# Task description
Give an exact copy of every entry.

--- Provided data Enclosed Below ---

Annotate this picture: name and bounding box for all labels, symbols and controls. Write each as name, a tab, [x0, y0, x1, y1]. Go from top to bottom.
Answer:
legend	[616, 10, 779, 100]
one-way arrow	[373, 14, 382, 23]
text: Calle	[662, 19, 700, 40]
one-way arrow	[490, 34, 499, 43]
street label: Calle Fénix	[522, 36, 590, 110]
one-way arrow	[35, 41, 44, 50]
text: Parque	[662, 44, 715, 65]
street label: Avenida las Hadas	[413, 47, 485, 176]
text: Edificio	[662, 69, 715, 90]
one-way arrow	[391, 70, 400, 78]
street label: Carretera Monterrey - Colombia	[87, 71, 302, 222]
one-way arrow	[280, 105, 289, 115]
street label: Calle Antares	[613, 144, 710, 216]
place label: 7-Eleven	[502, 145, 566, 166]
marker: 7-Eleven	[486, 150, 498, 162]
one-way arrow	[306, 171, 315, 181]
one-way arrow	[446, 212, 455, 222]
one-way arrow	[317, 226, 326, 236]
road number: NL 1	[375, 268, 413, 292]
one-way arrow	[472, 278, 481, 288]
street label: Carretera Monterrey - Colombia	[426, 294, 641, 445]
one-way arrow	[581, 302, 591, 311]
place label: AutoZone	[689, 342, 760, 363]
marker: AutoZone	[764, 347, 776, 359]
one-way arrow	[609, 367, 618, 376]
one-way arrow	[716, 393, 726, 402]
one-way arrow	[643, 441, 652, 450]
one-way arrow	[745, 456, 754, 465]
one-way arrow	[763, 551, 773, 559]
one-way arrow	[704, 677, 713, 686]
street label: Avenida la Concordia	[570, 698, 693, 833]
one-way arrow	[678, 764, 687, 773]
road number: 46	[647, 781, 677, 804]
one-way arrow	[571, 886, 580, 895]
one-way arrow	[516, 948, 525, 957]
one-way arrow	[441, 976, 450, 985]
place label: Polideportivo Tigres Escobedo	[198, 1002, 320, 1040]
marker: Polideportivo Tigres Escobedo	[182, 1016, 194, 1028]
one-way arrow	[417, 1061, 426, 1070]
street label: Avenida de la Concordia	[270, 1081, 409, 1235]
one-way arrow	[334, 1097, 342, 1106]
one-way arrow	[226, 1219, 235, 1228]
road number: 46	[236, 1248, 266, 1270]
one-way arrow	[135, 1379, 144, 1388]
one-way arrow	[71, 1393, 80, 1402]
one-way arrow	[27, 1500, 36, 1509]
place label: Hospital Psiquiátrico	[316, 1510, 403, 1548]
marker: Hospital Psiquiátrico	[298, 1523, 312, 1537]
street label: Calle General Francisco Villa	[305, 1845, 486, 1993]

--- End of Enclosed Provided data ---

# Reply to the task
Annotate this picture: name and bounding box for all labels, symbols and controls. Write each as name, a tab, [x0, y0, x1, y1]. Go from top to bottom.
Answer:
legend	[616, 10, 779, 100]
one-way arrow	[373, 14, 382, 23]
text: Calle	[662, 19, 700, 40]
one-way arrow	[490, 34, 499, 43]
street label: Calle Fénix	[522, 36, 590, 110]
one-way arrow	[35, 41, 44, 50]
text: Parque	[662, 44, 715, 65]
street label: Avenida las Hadas	[413, 47, 485, 176]
text: Edificio	[662, 69, 715, 90]
one-way arrow	[391, 70, 400, 78]
street label: Carretera Monterrey - Colombia	[87, 71, 302, 222]
one-way arrow	[280, 105, 289, 115]
street label: Calle Antares	[613, 144, 710, 216]
place label: 7-Eleven	[502, 145, 566, 166]
marker: 7-Eleven	[486, 150, 498, 162]
one-way arrow	[306, 171, 315, 181]
one-way arrow	[446, 212, 455, 222]
one-way arrow	[317, 226, 326, 236]
road number: NL 1	[375, 268, 413, 292]
one-way arrow	[472, 278, 481, 288]
street label: Carretera Monterrey - Colombia	[426, 294, 641, 445]
one-way arrow	[581, 302, 591, 311]
place label: AutoZone	[689, 342, 760, 363]
marker: AutoZone	[764, 347, 776, 359]
one-way arrow	[609, 367, 618, 376]
one-way arrow	[716, 393, 726, 402]
one-way arrow	[643, 441, 652, 450]
one-way arrow	[745, 456, 754, 465]
one-way arrow	[763, 551, 773, 559]
one-way arrow	[704, 677, 713, 686]
street label: Avenida la Concordia	[570, 698, 693, 833]
one-way arrow	[678, 764, 687, 773]
road number: 46	[647, 781, 677, 804]
one-way arrow	[571, 886, 580, 895]
one-way arrow	[516, 948, 525, 957]
one-way arrow	[441, 976, 450, 985]
place label: Polideportivo Tigres Escobedo	[198, 1002, 320, 1040]
marker: Polideportivo Tigres Escobedo	[182, 1016, 194, 1028]
one-way arrow	[417, 1061, 426, 1070]
street label: Avenida de la Concordia	[270, 1081, 409, 1235]
one-way arrow	[334, 1097, 342, 1106]
one-way arrow	[226, 1219, 235, 1228]
road number: 46	[236, 1248, 266, 1270]
one-way arrow	[135, 1379, 144, 1388]
one-way arrow	[71, 1393, 80, 1402]
one-way arrow	[27, 1500, 36, 1509]
place label: Hospital Psiquiátrico	[316, 1510, 403, 1548]
marker: Hospital Psiquiátrico	[298, 1523, 312, 1537]
street label: Calle General Francisco Villa	[305, 1845, 486, 1993]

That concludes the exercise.